Airedale’s Controls Project Manager Jon Martinez explains three ways data centre managers can optimise energy consumption in data centres.

Chiller water setpoint

There are a few ways of optimising energy consumption in a data centre; one of the ways is to optimise the set points of your operating equipment. For example, you can dynamically optimise the chilled water set point. 

Rather than having it too low, what we do here at Airedale is have a calculation where we can optimise the chilled water operating set point to match what the system requires. This is opposed to, for example, fixing it at 7 degrees and then for 90% of the year that being too cold, and for the other remaining 10% of the year it is too warm. 

Also you are not exactly matching what the system requirements are. So by monitoring everything and tying it all together, you can optimise that set point and save yourself a whole lot of energy, especially if you can raise the set point as high as possible and get as much free-cooling out of the system as possible. For example, if you are operating your system at 17 degrees chilled water set point as opposed to the traditional 7-12 degrees operating set points, you will get more free-cooling for a higher percentage of the year.

EC fan upgrade

Another option is to retro-fit Electronically Commutated (EC) Fans to your air movement equipment. EC Fans are an easy win for energy saving. You can retrofit an EC fan and instantly save energy just by running the fans at the same speed and airflow, but then you can further complement that by incorporating a more intelligent controls strategy that ramps the fans up and down, based on temperature or demand, because the curve on the EC fans, are more of an exponential type curve, so the lower down you are with your fan speed, the more energy savings you will make.
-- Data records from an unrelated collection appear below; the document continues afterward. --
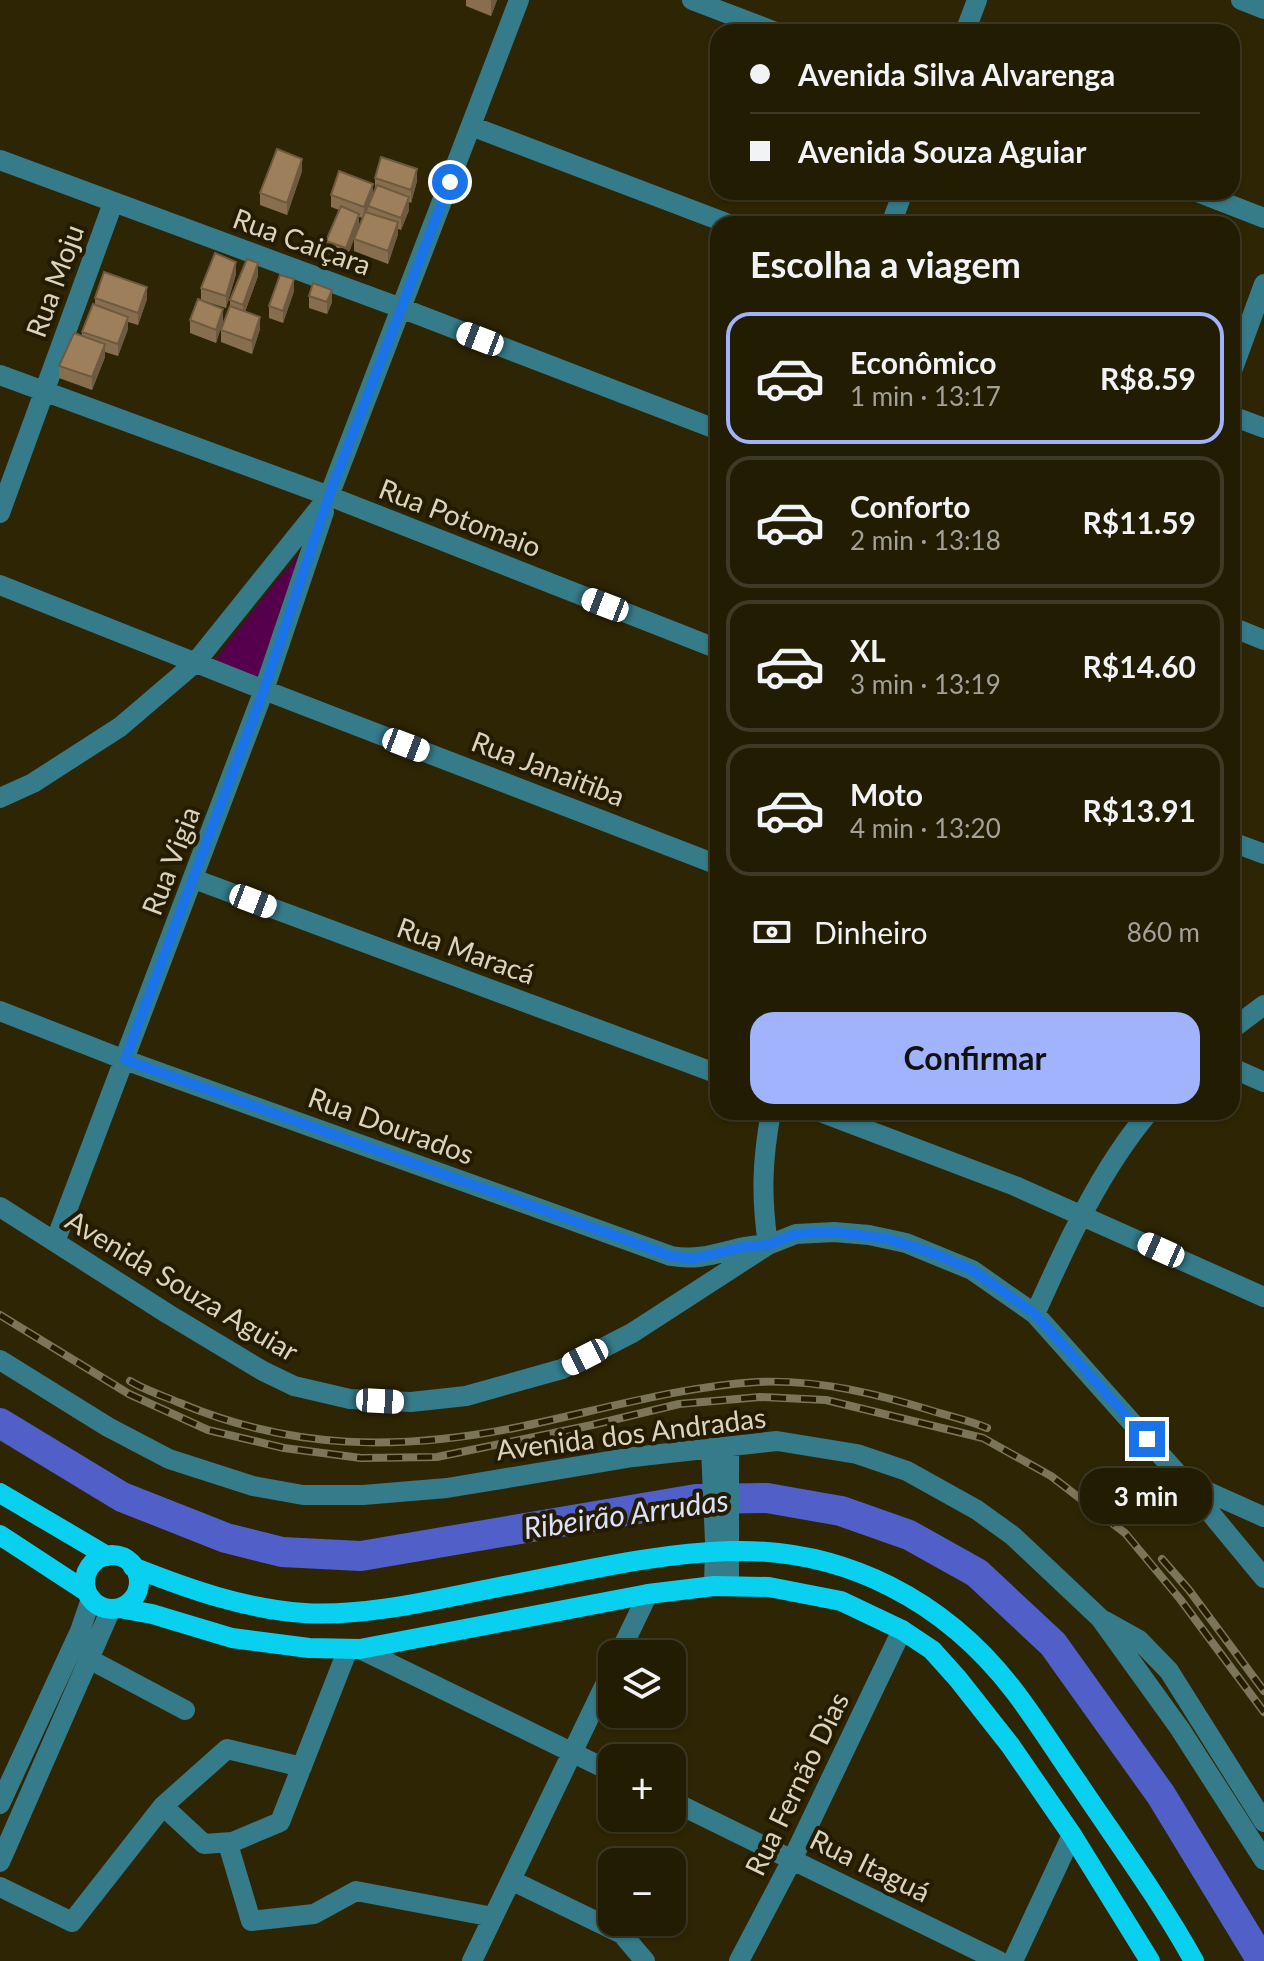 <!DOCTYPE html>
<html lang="pt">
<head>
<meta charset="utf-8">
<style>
	:root { --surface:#221c03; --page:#2a250d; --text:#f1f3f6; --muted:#a2a19a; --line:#3f3a25; --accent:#a1b3fd }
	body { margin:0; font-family:Lato,sans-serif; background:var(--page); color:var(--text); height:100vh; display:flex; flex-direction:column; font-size:30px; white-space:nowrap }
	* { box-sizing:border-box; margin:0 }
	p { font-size:26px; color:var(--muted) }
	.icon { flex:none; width:44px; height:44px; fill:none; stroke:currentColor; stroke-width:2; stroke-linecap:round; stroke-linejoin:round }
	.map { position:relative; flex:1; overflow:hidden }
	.drawer { position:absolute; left:710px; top:216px; width:530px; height:904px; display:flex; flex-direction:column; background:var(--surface); border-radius:24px; box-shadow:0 2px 6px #0004,0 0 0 2px var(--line) }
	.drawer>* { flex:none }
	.guide { position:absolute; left:710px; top:24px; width:530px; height:176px; border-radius:24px; box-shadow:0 2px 6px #0004,0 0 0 2px var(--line); display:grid; align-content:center; height:176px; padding:0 40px; background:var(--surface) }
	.buttons { position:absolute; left:598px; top:1640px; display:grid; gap:16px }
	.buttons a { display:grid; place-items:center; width:88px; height:88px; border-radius:16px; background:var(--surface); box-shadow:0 2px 6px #0004,0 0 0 2px var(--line); font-size:40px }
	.end { position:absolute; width:36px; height:36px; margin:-18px; border:10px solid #1a73e8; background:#fff; box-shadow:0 0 0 4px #fff }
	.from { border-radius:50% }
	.bubble { position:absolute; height:56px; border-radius:24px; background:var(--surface); box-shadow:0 2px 6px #0004,0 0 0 2px var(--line); font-size:26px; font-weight:700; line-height:56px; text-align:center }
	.car { position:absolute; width:24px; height:48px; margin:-24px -12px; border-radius:10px; box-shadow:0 0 6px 2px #0007; background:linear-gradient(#fff 24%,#345 0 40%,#fff 0 76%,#345 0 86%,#fff 0) }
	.guide b { display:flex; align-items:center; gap:28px; height:76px; font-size:30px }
	.guide b+b { border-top:2px solid var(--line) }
	.guide i { width:20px; height:20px; background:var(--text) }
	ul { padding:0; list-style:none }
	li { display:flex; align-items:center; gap:24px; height:132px; margin:0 16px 12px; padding:0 24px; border:4px solid var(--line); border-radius:24px }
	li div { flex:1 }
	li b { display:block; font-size:30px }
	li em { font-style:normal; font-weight:700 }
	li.selected { border-color:var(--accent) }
	li>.icon { width:72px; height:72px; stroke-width:1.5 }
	h2 { padding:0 40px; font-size:36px; line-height:96px }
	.pay { display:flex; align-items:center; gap:20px; height:88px; padding:0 40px; font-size:30px }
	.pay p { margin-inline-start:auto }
	.button { display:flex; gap:16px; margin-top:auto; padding:16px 40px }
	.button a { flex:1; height:92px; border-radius:24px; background:var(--accent); color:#111; font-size:32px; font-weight:700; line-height:92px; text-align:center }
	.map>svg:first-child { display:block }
	.green { fill:#56004d }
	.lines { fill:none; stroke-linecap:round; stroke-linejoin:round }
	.river { stroke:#5160c9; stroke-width:30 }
	.minor { stroke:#357b89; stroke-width:20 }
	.major { stroke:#09d0ef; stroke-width:20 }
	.rail-casing { stroke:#7d7559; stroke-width:8 }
	.rail { stroke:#241b00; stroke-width:5; stroke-dasharray:15; stroke-linecap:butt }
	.wall { fill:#876e4e }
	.shaded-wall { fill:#6e5a40 }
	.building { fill:#9d805b; stroke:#6e5a40; stroke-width:2 }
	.route { stroke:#1a73e8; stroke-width:10 }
	.labels { text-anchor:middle; stroke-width:8; stroke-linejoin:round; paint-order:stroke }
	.street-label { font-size:28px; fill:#dad4bd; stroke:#241b00 }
	.water-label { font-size:30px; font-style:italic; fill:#dae2fd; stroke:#241b00 }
</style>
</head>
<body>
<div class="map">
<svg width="1264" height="1961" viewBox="0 0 1264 1961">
	<rect width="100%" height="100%" fill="#2e2504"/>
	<path class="green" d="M302,551L260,680L215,660L267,593Z"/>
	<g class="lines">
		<path class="river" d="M0,1423L122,1497L226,1538L282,1552L361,1556L696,1499L767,1498L841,1511L909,1535L977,1573L1053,1644L1161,1795L1262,1961"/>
		<path class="minor" d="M692,0L776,32
			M1241,0L1264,9
			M965,32L977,0
			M471,126L729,224
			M0,160L401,308L718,430
			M1197,192L1264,218
			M891,224L903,192
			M1232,371L1264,284
			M0,375L329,496L718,649
			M1232,416L1264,428
			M0,513L113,203
			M0,585L264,690L718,865
			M1232,627L1264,640
			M0,798L33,783L120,727L195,663L329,496L519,0
			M1232,842L1264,854
			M194,879L718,1074
			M0,1011L125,1060L671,1256C711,1263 731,1244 768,1245C761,1196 762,1161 771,1112
			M1232,1029L1264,1005
			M1232,1068L1264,1082
			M820,1112L1015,1186L1264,1297
			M0,1207L168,1314L263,1371L294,1386L350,1399L411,1402L466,1396L562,1369L632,1333L768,1245L796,1234L834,1232L869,1235L906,1243L972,1270L1035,1314L1184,1481L1264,1578
			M55,1242L264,690L324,512
			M1035,1314C1066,1245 1100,1170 1149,1112
			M0,1360L108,1427L169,1459L253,1486L303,1495H363L447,1488L633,1457L777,1441L857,1454L907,1471L977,1510L1013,1536L1100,1618L1180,1729L1264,1860
			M729,1447V1585
			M711,1448L715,1542L714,1586
			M1188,1483L1264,1517
			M1105,1621L1139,1640L1169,1671L1264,1822
			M348,1649L280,1822L228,1844L251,1921L314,1914L356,1891L493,1917
			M360,1649L612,1772
			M619,1654L648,1594
			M89,1659L185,1710
			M672,1801L999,1961
			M0,1804L80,1631L91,1599
			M163,1806L204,1844L232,1842
			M0,1862L111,1609
			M511,1880L622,1934L645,1961
			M0,1887L72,1922L163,1806L227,1749L302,1767
			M472,1961L612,1670
			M739,1961L792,1860L902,1630
			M1013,1961L1072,1835"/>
		<path class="major" d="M0,1493L107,1556
			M0,1535L87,1592
			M85 1582a27 27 0 1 1 54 0a27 27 0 1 1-54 0Z
			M133,1567C188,1589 245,1609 304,1613C367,1617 437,1599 499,1587C575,1573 653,1553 731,1551C845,1548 946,1601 1015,1692C1038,1722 1058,1755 1080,1786C1119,1844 1160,1900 1194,1961
			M119,1608L152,1614L232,1638L309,1648L360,1649L648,1594L714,1586L769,1587L841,1601L902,1630L932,1650L958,1679L1010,1745L1072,1835L1150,1961"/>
		<defs>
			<path id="rail" d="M0,1315L129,1394L208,1430L284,1448L361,1458L437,1457L592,1425L679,1404L760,1397L826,1400L983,1438L1051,1476L1125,1533L1180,1599L1264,1712
				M130,1381C145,1390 163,1396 180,1403C292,1450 400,1451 519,1427C597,1411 676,1387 757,1382C818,1379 878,1394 936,1412C953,1417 971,1421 987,1428
				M1162,1559L1189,1590L1264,1691"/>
		</defs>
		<use href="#rail" class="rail-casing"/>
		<use href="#rail" class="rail"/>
	</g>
	<path class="wall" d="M466,0H497L491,16L466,6Z
		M302,171L287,215L260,205V193Z
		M375,178L417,181L411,203L409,202V210L401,230L398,229V234L388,264L354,251V239L363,218L359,217L346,261L326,253V241L339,210L331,207V195H373L375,190Z
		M236,274L226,308L201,300V288Z
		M258,276L245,312L260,329L252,354L221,342V330L230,307V300Z
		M294,291L283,323L269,318V306Z
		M309,296L332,302L327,314L309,308Z
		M95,298L147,299L138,325L128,322V329L118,356L105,352V357L92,390L59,378V366L82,336V332L95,305Z
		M190,320L223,321L216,343L190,333Z"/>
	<path class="shaded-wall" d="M491,0H497L491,16Z
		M302,159V171L287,215V203Z
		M417,169V181L411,203V190Z
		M373,184V196L364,219V207Z
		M409,197V210L401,230V218Z
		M359,214V226L346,261V248Z
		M398,222V234L388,264V251Z
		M236,262V274L226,308V296Z
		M258,263V276L243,317V305Z
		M294,279V291L283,323V311Z
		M147,287V299L138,325V313Z
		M332,290V302L327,314V302Z
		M223,309V321L216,343V330Z
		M128,317V329L118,356V344Z
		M260,317V329L252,354V341Z
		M105,344V357L92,390V377Z"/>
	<path class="building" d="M277,149L302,159L287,203L260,193Z
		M381,157L417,169L411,190L375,178Z
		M339,171L373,184L364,207L331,195Z
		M377,185L409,197L401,218L368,206Z
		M341,206L359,214L346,248L326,241Z
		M365,212L398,222L388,251L354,239Z
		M215,253L236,262L226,296L201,288Z
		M247,259L258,263L243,305L230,300Z
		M104,272L147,287L138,313L95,298Z
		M280,275L294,279L283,311L269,306Z
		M313,283L332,290L327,302L309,296Z
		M198,299L223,309L216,330L190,320Z
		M93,304L128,317L118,344L82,332Z
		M230,306L260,317L252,341L221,330Z
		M74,333L105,344L92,377L59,366Z"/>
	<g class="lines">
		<path class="route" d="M450,182L329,496L264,690L125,1060L671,1256L693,1259L744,1247L768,1245L796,1234L834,1232L888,1239L938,1255L972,1270L1035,1314L1147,1439"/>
	</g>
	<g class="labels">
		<g class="street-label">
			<text transform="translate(302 242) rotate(20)" y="10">Rua Caiçara</text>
			<text transform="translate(55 281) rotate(-70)" y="10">Rua Moju</text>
			<text transform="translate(460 518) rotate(21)" y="10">Rua Potomaio</text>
			<text transform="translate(548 769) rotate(21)" y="10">Rua Janaitiba</text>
			<text transform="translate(171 861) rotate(-69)" y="10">Rua Vigia</text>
			<text transform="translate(466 951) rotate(20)" y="10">Rua Maracá</text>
			<text transform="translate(391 1126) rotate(20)" y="10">Rua Dourados</text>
			<text transform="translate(182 1286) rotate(31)" y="10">Avenida Souza Aguiar</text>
			<text transform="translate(631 1434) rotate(-7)" y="10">Avenida dos Andradas</text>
			<text transform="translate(797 1784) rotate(-64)" y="10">Rua Fernão Dias</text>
			<text transform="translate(870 1866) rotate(26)" y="10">Rua Itaguá</text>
		</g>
		<g class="water-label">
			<text transform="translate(626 1515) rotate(-8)" y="10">Ribeirão Arrudas</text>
		</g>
	</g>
</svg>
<div class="buttons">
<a><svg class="icon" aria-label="layers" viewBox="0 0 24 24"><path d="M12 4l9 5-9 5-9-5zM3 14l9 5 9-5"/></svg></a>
<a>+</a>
<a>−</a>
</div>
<i class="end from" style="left:450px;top:182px"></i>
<i class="end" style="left:1147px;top:1439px"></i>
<div class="bubble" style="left:1080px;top:1468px;width:132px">3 min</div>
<i class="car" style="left:480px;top:339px;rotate:291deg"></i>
<i class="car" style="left:605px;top:605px;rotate:291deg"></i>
<i class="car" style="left:406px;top:745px;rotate:111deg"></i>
<i class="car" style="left:253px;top:901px;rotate:111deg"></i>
<i class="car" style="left:1161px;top:1250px;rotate:294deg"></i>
<i class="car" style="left:585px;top:1357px;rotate:243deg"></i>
<i class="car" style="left:380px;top:1401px;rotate:93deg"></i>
<div class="guide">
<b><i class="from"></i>Avenida Silva Alvarenga</b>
<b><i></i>Avenida Souza Aguiar</b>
</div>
<section class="drawer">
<h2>Escolha a viagem</h2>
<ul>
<li class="selected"><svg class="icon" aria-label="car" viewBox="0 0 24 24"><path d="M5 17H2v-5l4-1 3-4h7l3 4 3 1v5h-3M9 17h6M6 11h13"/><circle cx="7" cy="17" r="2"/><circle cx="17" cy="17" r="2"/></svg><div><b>Econômico</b><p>1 min · 13:17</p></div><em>R$8.59</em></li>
<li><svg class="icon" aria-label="car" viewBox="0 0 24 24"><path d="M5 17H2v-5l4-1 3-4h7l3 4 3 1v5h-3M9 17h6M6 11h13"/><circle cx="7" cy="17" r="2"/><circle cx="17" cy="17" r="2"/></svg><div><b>Conforto</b><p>2 min · 13:18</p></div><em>R$11.59</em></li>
<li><svg class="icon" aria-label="car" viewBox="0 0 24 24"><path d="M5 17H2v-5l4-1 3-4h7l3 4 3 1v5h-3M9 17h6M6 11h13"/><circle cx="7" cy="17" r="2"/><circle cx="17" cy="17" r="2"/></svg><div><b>XL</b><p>3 min · 13:19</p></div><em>R$14.60</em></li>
<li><svg class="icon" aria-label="car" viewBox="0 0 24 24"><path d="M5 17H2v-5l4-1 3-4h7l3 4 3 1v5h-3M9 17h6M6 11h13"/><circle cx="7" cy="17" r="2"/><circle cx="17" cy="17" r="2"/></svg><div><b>Moto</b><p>4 min · 13:20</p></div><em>R$13.91</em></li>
</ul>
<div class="pay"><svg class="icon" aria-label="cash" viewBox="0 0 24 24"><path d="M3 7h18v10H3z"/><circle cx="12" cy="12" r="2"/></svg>Dinheiro<p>860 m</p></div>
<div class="button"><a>Confirmar</a></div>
</section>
</div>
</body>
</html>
Building Management System

Finally another suggestion is to install a Building Management System (BMS) which will pick up a lot of information from the system.

It automates a lot of the processes so you are not relying on manual adjustments all the time, and it logs and records a lot of the end usage data, which allows the user to effectively target areas where energy is being wasted.

If you have got a spike in energy at 2 o’clock in the morning, and you have got a monitoring system in place that looks at the variables around it, you could target such areas, and take actions to reduce energy consumption accordingly.